[Work instruction] Each line holding the string "笹下釜利谷道路" is to be copied from the data.

[Material for this exercise]
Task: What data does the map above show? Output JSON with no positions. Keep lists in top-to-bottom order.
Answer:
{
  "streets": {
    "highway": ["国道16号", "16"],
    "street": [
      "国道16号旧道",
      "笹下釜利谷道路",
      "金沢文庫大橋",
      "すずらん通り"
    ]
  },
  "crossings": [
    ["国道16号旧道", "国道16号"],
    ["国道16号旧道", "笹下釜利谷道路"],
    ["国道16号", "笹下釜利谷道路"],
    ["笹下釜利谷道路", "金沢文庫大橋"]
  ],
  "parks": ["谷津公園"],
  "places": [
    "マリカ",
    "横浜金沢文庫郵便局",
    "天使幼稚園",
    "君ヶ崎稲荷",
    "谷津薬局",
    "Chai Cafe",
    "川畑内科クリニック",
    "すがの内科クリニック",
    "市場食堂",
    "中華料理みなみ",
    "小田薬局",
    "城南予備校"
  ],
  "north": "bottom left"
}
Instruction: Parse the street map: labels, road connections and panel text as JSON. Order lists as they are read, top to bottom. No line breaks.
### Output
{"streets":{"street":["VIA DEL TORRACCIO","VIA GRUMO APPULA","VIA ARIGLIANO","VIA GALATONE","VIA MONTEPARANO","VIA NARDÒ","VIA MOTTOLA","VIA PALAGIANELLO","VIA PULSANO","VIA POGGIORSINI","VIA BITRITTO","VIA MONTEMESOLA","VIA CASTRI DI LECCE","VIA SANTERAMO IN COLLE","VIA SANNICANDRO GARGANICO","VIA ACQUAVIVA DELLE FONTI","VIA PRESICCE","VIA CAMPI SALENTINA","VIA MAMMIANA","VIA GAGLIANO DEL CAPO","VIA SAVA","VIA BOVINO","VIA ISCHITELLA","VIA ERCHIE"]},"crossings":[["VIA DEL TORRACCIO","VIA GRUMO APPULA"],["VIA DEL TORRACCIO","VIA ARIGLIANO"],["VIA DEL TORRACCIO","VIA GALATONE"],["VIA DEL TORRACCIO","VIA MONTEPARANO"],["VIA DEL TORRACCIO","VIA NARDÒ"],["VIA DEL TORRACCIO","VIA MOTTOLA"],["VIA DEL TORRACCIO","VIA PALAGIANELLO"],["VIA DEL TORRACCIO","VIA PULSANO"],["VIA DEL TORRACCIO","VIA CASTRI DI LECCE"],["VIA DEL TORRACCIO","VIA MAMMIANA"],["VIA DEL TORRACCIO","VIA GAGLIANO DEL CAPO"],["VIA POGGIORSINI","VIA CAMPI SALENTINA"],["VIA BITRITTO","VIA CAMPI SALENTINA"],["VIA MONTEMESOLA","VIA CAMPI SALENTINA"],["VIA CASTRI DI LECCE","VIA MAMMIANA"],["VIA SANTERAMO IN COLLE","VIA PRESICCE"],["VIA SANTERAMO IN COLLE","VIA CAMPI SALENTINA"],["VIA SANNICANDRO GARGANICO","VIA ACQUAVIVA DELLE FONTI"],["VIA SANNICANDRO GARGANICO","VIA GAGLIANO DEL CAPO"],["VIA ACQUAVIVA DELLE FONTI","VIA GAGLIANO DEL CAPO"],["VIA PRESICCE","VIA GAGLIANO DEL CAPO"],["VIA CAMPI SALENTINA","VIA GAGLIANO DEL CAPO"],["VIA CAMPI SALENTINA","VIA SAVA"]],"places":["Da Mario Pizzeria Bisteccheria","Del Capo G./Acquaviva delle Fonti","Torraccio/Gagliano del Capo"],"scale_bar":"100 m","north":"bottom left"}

[Response to this task]
      "笹下釜利谷道路",
    ["国道16号旧道", "笹下釜利谷道路"],
    ["国道16号", "笹下釜利谷道路"],
    ["笹下釜利谷道路", "金沢文庫大橋"]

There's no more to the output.